Data excerpts
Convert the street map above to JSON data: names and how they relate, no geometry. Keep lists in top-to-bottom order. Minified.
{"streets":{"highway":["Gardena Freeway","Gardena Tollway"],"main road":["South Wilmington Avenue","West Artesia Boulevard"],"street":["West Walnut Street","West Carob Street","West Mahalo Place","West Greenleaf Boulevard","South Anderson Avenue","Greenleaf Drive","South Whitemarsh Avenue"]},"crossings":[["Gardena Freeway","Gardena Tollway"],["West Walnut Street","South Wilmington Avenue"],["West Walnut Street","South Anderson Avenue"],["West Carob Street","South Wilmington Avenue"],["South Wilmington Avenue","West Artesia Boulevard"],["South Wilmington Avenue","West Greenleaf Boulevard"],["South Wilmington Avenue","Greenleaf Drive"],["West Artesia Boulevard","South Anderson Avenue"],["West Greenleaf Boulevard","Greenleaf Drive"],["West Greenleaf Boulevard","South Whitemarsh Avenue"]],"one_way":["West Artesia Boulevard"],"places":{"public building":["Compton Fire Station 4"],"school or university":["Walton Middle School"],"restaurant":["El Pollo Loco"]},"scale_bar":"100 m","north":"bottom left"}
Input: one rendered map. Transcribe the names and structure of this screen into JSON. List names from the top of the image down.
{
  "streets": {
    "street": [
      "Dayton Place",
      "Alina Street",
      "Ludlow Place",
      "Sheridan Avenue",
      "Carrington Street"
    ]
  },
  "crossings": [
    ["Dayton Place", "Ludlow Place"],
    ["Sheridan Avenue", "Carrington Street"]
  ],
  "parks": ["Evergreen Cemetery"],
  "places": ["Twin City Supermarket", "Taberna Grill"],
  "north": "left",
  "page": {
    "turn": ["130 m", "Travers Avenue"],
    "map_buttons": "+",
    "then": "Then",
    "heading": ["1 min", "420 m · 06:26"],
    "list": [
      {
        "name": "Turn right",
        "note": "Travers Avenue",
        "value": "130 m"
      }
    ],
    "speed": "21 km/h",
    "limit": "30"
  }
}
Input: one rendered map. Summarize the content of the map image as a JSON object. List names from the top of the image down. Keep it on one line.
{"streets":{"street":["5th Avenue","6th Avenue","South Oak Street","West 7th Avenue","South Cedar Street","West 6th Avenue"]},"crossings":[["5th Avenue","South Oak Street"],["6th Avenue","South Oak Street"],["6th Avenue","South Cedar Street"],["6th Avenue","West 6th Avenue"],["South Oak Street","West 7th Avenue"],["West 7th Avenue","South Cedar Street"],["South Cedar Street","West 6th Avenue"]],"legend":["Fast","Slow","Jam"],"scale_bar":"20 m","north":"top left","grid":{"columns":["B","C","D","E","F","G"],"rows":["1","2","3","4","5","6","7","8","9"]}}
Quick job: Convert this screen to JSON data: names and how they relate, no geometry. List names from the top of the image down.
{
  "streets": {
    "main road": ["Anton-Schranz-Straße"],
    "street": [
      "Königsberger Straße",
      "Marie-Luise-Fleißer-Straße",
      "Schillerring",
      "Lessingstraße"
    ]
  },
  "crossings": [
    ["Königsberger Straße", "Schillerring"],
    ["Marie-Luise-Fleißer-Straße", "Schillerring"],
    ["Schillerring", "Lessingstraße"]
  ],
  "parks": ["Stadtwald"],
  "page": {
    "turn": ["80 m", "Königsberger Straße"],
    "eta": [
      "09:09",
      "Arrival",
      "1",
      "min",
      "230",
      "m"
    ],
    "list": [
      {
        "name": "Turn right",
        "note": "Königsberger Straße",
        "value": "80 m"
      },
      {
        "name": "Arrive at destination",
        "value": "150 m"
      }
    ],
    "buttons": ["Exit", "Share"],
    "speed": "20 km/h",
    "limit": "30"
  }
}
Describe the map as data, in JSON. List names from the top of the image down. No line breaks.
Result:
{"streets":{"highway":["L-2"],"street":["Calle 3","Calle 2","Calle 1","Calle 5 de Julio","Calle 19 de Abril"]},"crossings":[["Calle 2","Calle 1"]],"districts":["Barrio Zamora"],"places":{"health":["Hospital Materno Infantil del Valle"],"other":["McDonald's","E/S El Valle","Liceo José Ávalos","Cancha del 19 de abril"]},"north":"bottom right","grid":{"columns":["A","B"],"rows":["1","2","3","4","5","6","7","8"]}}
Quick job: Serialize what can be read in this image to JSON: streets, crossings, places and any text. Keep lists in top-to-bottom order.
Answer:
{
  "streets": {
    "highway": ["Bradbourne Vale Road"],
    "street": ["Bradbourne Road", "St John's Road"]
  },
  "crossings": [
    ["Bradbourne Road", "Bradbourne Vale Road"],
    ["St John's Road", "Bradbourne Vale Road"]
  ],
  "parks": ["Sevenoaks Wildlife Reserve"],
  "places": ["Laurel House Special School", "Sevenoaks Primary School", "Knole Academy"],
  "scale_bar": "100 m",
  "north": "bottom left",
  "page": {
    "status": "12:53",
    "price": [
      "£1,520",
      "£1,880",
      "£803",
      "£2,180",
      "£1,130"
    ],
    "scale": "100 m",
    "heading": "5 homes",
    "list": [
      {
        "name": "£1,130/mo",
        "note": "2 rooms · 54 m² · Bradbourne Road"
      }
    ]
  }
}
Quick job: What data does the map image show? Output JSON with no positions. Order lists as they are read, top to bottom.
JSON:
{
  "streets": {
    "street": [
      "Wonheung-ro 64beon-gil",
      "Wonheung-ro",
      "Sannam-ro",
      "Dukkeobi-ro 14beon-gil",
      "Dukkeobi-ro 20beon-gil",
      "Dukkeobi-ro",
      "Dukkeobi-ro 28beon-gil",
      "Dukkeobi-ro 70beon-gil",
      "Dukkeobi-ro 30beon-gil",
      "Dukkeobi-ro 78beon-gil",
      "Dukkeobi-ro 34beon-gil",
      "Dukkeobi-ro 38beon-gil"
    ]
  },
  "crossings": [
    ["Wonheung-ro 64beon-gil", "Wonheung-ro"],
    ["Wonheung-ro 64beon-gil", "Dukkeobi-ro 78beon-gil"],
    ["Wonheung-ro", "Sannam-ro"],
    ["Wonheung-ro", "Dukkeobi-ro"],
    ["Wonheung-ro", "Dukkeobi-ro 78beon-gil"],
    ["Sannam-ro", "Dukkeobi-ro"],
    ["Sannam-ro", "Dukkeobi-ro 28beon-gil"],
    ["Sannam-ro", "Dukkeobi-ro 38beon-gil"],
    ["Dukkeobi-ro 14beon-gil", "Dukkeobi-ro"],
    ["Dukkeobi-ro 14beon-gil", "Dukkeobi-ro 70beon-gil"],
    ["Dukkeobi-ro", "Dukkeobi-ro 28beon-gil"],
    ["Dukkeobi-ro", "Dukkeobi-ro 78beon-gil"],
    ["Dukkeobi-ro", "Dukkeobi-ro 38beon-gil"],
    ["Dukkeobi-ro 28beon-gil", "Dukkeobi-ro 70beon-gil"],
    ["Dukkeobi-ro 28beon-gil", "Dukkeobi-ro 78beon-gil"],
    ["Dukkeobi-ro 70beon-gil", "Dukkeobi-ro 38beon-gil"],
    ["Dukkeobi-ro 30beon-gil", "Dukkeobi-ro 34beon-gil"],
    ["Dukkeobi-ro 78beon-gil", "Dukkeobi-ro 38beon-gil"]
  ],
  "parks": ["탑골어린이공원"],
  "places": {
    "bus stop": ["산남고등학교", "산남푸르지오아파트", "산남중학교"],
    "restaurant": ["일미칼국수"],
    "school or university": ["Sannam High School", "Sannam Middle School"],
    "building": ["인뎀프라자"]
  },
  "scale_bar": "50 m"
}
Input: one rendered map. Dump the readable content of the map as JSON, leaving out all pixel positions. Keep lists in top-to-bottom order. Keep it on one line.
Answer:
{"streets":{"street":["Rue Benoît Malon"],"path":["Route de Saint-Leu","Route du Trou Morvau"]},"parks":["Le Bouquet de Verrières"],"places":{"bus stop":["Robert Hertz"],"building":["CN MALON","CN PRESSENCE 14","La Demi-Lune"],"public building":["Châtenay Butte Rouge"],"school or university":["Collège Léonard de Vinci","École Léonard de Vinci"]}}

▶ **The problem**: Go through the records above and copy every line holding the word "positions".

▶ **Exercise response**:
Quick job: What data does the map image show? Output JSON with no positions. Order lists as they are read, top to bottom.
Input: one rendered map. Dump the readable content of the map as JSON, leaving out all pixel positions. Keep lists in top-to-bottom order. Keep it on one line.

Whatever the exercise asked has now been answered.